YOUR GOAL - Tally the lines in the listing below that hold the string "direction", and reply with that tally alone.

THE INPUT -
BEGIN
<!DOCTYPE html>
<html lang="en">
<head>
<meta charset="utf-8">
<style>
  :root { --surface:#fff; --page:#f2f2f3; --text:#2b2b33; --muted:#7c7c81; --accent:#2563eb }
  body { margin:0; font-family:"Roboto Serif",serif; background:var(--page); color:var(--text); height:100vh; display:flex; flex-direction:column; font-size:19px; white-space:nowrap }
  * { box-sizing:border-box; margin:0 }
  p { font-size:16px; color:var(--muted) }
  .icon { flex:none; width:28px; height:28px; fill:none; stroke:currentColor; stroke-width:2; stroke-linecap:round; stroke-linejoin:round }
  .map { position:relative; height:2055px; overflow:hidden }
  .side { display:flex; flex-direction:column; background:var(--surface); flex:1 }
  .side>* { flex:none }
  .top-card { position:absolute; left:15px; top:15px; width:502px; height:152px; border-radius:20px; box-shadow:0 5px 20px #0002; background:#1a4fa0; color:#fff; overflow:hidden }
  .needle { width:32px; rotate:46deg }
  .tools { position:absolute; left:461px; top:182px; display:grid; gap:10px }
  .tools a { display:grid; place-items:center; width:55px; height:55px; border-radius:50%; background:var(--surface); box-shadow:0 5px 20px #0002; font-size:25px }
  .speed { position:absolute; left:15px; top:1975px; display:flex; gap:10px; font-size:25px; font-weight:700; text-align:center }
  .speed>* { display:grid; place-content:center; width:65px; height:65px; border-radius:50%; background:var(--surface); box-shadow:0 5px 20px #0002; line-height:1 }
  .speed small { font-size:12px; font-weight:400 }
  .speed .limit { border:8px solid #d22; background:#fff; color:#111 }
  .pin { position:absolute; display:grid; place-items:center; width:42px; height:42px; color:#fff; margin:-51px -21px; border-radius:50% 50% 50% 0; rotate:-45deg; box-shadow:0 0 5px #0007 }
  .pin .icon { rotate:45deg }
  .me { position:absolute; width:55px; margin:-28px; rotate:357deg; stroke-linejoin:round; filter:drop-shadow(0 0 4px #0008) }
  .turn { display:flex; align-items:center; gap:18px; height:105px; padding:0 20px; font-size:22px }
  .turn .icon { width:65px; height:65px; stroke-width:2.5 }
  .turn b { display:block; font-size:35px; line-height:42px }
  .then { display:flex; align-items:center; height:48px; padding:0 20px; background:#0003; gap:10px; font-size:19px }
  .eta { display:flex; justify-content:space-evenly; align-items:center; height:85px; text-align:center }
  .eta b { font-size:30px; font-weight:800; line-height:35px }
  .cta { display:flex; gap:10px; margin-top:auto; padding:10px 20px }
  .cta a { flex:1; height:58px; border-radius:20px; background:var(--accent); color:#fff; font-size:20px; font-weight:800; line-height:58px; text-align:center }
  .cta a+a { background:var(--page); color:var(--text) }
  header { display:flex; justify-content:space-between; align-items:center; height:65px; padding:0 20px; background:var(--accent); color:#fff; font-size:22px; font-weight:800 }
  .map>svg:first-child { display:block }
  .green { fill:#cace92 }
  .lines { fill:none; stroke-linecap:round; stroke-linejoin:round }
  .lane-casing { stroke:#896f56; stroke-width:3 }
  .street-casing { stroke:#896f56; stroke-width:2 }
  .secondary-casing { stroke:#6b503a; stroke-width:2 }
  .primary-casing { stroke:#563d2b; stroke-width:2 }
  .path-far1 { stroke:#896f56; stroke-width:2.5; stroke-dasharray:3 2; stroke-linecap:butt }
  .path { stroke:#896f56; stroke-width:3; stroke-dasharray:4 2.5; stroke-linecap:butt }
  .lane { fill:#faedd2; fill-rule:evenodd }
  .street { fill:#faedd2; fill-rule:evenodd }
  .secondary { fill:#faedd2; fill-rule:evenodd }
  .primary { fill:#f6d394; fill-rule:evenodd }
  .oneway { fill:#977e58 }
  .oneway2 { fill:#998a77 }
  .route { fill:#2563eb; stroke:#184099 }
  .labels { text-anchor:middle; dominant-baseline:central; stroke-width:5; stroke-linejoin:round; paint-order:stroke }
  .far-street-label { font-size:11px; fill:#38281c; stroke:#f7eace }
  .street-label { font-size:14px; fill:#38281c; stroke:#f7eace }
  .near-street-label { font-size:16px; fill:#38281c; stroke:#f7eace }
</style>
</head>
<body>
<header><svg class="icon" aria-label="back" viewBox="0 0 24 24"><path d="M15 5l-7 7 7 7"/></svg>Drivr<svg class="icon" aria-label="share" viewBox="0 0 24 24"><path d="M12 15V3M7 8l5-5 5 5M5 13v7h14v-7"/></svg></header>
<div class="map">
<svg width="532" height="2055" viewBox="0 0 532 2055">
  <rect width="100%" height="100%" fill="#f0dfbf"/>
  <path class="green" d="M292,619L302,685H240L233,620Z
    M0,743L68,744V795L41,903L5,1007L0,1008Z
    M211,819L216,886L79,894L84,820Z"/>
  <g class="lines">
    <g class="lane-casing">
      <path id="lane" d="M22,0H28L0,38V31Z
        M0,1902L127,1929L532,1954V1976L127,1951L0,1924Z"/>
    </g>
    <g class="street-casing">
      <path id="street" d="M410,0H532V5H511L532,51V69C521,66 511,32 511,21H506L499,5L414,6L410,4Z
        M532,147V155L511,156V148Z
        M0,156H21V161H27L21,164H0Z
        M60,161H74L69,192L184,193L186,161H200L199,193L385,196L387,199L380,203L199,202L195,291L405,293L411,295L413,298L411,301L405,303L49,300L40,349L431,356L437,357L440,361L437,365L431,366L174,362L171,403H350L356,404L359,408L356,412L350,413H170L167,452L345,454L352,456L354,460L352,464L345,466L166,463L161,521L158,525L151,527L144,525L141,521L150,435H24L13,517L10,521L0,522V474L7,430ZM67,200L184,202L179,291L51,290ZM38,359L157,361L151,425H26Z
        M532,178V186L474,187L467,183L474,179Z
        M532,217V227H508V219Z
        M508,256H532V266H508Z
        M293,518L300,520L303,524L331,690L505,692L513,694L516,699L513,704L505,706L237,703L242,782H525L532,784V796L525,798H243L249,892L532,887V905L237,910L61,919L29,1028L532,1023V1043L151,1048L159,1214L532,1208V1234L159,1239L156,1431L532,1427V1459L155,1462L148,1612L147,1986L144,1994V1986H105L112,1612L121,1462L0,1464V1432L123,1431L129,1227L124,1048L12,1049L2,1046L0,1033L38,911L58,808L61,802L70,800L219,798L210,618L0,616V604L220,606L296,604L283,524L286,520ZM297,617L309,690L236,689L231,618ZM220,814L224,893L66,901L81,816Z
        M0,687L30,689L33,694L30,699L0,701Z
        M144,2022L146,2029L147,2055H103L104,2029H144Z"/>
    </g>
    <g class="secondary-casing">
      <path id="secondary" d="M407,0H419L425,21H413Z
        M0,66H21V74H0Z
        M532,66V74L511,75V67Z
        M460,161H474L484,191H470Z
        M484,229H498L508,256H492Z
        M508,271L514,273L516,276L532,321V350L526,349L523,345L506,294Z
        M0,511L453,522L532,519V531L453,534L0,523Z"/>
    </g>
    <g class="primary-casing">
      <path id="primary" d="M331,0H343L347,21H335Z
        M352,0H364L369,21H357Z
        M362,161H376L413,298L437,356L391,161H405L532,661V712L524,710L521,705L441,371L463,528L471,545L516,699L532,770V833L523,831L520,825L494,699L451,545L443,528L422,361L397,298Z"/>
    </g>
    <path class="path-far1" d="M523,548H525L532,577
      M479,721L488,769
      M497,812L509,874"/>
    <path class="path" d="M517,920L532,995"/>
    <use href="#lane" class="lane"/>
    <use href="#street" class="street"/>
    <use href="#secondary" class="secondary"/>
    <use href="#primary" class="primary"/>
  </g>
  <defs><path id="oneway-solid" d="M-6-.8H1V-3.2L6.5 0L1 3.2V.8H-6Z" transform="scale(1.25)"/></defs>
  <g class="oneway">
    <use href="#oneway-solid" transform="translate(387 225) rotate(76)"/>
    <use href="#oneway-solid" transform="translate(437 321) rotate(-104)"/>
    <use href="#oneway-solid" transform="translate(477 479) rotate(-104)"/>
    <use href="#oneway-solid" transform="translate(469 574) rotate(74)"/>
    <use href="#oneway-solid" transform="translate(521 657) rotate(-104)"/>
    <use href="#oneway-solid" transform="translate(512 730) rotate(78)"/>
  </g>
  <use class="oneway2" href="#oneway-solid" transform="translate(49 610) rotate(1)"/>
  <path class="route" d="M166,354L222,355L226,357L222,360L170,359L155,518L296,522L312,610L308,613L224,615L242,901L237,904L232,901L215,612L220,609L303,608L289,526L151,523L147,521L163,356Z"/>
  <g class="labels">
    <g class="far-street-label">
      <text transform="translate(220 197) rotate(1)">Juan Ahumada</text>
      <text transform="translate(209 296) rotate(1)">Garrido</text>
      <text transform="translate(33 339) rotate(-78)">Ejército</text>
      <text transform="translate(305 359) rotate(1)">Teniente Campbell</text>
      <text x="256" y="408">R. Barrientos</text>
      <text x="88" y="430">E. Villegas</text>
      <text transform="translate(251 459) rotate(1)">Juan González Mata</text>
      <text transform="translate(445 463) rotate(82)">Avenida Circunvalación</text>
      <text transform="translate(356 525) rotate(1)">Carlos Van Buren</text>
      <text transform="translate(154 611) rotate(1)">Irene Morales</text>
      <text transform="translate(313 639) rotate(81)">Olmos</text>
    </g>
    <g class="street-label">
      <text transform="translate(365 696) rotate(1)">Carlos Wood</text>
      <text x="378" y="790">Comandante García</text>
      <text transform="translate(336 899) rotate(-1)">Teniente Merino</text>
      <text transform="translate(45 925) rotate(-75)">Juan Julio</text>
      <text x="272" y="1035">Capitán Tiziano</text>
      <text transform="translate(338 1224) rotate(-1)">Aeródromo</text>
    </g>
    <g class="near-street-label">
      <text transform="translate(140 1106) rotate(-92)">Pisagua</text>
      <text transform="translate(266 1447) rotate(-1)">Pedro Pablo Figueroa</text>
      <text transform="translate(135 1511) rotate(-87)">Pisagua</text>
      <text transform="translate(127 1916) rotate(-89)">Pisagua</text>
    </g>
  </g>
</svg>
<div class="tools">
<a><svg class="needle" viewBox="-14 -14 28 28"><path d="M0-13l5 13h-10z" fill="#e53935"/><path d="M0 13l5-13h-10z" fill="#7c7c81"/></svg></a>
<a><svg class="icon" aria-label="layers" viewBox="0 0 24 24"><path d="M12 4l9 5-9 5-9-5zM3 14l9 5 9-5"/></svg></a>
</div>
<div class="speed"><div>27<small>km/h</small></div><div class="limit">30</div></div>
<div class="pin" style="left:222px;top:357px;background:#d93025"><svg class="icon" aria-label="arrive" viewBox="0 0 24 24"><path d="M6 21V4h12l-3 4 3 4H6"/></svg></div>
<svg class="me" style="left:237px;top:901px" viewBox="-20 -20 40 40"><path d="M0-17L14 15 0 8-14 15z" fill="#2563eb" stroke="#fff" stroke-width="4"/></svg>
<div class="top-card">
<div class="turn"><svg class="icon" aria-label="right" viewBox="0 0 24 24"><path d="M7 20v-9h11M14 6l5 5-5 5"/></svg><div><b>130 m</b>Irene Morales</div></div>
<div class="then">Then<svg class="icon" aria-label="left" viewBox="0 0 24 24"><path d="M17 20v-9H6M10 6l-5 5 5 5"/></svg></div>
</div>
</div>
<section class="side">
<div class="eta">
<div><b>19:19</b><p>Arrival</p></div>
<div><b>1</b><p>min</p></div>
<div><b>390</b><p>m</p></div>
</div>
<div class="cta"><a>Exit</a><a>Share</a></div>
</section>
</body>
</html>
END
ANSWER TO THIS TASK - 2